Kerolin se une al Barça y causa revuelo en el Manchester City
Kerolin ya viste de azulgrana. El Barcelona anunció el martes la incorporación de la delantera brasileña de 26 años, una operación de peso deportivo… y económico. Pero en Manchester, más que celebración, hay resaca emocional. Y no precisamente agradable.
Porque el traspaso no solo rompe un récord en la Women’s Super League. También ha roto alguna que otra relación en el vestuario del Manchester City.
Un adiós sin despedida
La historia empezó a torcerse en julio. El City citó a la plantilla para el inicio de la pretemporada, con las habituales pruebas físicas de finales de mes. Kerolin no apareció. Para entonces, el acuerdo con el Barcelona aún no estaba cerrado.
En el club inglés se interpretó su ausencia como una maniobra de presión para acelerar la salida hacia el actual campeón de Europa. Varias personas del entorno del equipo, tanto del cuerpo técnico como del vestuario, se sintieron decepcionadas por la forma en que se estaba produciendo la marcha de una de las figuras del curso pasado.
Lo que sorprendió no fue solo el plantón a la pretemporada. También el silencio. Después de una temporada culminada con el título de la WSL y la conquista de la Women’s FA Cup, muchos en el City esperaban al menos una despedida en persona. Esa escena nunca llegó. En cuestión de semanas, la protagonista de los festejos se había ido sin mirar atrás.
Las representantes de Kerolin han sido contactadas para ofrecer su versión, pero por ahora el ruido lo marcan los hechos: ausencia en la vuelta al trabajo y un traspaso que se ha cerrado sin gestos públicos de reconciliación.
Récord histórico para la WSL
El City, en lo deportivo, no se oponía a la transferencia. El problema no era el destino ni el fondo de la operación, sino las formas. En los despachos, la cifra habla por sí sola: un acuerdo valorado inicialmente en 1,2 millones de euros (alrededor de 1 millón de libras), la cantidad más alta jamás recibida por un club de la WSL. Con variables, el montante podría elevarse hasta aproximadamente 1,25 millones de libras, aunque esa parte no ha sido confirmada oficialmente.
En el contexto del fútbol femenino, se trata de una de las mayores cifras de siempre.

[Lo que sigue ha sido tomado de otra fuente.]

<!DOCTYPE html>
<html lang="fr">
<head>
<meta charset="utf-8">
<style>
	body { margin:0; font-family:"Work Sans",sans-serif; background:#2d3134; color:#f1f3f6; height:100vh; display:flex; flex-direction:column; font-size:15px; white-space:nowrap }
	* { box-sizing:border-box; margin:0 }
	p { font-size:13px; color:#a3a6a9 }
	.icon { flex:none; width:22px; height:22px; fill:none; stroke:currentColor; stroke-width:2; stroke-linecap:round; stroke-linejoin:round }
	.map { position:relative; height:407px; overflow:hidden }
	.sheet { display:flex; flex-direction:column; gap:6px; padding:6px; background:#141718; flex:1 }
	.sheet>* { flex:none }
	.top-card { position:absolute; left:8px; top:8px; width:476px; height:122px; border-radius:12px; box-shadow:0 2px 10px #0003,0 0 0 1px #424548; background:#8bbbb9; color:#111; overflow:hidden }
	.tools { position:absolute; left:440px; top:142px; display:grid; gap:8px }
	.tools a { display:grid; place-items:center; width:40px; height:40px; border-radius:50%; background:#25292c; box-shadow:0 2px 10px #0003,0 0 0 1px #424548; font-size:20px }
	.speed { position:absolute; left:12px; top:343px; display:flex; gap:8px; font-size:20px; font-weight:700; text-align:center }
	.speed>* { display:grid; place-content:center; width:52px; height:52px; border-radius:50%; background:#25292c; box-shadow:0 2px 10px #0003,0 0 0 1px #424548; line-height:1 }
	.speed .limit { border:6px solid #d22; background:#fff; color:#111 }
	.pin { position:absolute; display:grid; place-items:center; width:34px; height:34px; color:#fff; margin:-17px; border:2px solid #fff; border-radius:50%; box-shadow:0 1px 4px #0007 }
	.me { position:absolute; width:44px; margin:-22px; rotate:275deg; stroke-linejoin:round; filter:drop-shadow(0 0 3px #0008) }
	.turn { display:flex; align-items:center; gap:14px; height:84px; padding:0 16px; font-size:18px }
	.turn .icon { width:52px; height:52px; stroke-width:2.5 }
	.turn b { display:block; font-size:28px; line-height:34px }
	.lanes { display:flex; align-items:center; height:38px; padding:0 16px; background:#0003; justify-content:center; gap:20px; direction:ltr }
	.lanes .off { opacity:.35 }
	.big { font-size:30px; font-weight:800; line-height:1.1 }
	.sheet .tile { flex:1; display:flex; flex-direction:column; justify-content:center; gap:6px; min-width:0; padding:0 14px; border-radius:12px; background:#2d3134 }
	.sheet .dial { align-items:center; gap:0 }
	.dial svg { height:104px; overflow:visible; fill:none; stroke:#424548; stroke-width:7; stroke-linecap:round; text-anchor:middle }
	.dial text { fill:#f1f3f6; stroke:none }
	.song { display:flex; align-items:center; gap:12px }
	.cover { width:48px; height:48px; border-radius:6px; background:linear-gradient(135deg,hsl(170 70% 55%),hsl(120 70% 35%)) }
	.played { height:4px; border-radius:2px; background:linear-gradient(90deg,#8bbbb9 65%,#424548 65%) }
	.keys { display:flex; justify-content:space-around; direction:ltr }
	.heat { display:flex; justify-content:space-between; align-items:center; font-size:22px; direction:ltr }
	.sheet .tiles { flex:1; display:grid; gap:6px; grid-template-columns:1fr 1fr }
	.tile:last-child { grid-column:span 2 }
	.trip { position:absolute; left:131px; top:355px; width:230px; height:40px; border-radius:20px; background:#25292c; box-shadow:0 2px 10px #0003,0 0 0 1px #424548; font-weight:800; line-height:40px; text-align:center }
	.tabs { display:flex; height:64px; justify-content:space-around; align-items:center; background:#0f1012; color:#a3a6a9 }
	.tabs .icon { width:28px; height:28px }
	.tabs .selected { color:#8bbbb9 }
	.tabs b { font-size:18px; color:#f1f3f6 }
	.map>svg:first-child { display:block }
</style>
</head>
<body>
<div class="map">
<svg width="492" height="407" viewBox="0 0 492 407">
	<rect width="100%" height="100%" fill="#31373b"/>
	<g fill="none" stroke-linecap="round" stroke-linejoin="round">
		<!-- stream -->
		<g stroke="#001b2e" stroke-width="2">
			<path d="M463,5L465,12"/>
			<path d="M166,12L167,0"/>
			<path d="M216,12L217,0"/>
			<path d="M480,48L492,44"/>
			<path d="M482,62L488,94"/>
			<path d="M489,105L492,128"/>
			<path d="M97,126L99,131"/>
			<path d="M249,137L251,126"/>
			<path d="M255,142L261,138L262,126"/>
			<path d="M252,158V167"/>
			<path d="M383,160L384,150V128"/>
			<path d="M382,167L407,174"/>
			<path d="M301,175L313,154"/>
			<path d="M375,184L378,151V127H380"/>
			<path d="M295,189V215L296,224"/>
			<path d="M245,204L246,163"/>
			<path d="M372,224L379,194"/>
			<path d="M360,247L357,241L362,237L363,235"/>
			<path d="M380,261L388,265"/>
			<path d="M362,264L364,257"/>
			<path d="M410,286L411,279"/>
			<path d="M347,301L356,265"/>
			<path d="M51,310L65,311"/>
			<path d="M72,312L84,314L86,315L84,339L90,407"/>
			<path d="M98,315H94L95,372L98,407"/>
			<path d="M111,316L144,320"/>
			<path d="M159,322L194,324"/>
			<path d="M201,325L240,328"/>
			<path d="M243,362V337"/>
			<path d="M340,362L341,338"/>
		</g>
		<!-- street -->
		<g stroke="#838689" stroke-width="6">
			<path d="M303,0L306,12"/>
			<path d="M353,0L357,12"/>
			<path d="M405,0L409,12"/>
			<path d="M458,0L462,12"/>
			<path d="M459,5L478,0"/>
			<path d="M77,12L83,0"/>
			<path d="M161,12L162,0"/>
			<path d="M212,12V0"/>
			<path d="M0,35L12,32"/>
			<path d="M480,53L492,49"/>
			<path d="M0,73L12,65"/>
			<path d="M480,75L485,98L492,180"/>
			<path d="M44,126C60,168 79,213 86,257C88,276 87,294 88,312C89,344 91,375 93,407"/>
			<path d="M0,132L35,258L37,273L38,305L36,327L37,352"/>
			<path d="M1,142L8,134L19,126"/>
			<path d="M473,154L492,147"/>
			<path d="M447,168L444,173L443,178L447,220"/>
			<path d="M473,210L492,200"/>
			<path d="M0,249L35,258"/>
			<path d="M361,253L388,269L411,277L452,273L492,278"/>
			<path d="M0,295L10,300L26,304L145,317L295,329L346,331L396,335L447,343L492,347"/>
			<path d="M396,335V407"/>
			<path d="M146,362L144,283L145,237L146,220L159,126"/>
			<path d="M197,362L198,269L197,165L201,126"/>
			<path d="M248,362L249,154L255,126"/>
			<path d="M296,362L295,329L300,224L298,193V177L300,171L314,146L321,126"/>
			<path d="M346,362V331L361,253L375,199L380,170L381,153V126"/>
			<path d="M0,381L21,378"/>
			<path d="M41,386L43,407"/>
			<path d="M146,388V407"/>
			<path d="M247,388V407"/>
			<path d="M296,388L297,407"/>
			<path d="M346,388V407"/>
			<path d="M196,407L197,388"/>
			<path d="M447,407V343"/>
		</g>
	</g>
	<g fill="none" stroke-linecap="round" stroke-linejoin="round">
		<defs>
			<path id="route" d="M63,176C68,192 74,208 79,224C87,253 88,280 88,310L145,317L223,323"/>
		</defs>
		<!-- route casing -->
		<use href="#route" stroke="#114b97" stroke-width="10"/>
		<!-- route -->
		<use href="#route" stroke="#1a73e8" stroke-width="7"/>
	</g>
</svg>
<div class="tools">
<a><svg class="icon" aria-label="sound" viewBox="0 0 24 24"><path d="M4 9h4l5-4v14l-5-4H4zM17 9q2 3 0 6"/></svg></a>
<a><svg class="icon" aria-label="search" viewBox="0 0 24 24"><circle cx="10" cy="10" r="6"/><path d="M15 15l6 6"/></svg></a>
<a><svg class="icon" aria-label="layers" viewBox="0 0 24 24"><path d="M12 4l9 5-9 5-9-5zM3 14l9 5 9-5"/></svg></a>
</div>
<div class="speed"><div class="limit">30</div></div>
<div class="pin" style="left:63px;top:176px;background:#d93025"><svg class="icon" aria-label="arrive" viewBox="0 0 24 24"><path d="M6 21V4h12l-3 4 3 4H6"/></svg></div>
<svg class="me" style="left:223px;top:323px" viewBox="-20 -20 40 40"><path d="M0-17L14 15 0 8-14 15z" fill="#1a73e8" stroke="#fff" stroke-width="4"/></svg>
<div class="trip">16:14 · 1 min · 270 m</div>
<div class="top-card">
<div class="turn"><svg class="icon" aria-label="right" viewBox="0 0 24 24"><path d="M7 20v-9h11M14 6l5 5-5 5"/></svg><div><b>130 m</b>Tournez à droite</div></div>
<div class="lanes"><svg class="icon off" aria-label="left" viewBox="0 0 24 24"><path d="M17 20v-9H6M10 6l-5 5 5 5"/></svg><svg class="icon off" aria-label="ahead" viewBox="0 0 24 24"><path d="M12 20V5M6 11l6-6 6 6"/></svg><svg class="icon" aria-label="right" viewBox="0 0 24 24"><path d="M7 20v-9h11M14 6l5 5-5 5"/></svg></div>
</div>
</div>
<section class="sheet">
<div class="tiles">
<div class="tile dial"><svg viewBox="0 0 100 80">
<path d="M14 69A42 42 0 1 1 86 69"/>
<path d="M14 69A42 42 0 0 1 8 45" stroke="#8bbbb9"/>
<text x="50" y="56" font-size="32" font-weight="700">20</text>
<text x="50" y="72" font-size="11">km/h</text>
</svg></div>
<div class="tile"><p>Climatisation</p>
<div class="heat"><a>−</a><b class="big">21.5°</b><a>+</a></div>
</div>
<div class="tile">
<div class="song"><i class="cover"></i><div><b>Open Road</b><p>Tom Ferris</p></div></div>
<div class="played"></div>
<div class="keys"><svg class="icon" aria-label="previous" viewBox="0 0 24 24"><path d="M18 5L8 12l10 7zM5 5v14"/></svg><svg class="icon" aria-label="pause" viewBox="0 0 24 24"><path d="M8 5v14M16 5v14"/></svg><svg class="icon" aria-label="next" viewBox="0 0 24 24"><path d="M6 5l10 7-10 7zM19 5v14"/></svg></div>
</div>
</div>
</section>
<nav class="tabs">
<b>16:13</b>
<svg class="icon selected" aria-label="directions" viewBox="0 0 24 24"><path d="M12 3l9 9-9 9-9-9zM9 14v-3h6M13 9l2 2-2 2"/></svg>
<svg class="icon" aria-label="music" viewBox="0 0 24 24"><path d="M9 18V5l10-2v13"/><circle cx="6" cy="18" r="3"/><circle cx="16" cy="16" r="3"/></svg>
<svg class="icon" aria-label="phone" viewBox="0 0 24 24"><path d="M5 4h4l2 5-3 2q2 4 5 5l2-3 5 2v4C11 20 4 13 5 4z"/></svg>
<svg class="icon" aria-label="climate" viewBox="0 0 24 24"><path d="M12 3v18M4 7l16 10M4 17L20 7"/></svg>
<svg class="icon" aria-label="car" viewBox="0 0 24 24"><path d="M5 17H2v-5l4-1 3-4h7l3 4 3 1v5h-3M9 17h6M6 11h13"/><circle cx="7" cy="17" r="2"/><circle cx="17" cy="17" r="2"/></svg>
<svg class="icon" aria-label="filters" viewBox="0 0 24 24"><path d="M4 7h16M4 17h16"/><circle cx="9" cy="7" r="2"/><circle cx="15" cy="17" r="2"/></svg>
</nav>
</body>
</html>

Una señal clara de hacia dónde se mueve el mercado y del peso específico que ha ganado Kerolin en el panorama europeo.
Para la jugadora, el movimiento es evidente: fichar por el vigente campeón de la Champions femenina, el Barcelona que derrotó a OL Lyon en la última final, es un salto que pocas rechazarían. Es el tipo de oportunidad que define carreras.
Un cambio de época… y de tono
En el fútbol masculino, los pulsos por salir de un club, las ausencias en entrenamientos y las tensiones públicas forman parte casi rutinaria de cada verano. En el femenino, todavía no. Casos así siguen siendo excepcionales, y quizá por eso el impacto dentro del City ha sido mayor.
El club inglés no ha emitido todavía, a jueves por la tarde, ningún comunicado sobre el traspaso ni referencia oficial a la marcha de Kerolin. Silencio institucional frente a la euforia controlada del Barcelona, que sí ha presentado ya a su nueva atacante.
La sensación en Manchester es extraña: deportivamente, el City se refuerza en términos económicos y mantiene el discurso de club vendedor fuerte. Emocionalmente, pierde a una pieza clave de su reciente resurrección liguera en un final inesperadamente agrio.
Porque Kerolin no era una más. Fue parte del equipo que devolvió al City a lo más alto de la WSL tras una década sin título de liga y que levantó también la Women’s FA Cup. De la foto con los trofeos al vacío en la ciudad deportiva en apenas unas semanas.
Un amistoso con cuentas pendientes
El calendario, caprichoso, no dará mucho margen para que las emociones se enfríen. Manchester City y Barcelona se verán las caras el 15 de agosto en el Joie Stadium, en un amistoso que, de repente, tiene bastante más narrativa de la prevista.
Será el primer reencuentro inmediato entre el campeón de Inglaterra y el campeón de España. Y, si nada se tuerce, también el primer cara a cara entre el City y la futbolista que se marchó sin despedirse, ahora vestida de azulgrana.
Un simple partido de preparación en el papel. En el césped, y en las miradas, puede parecer mucho más.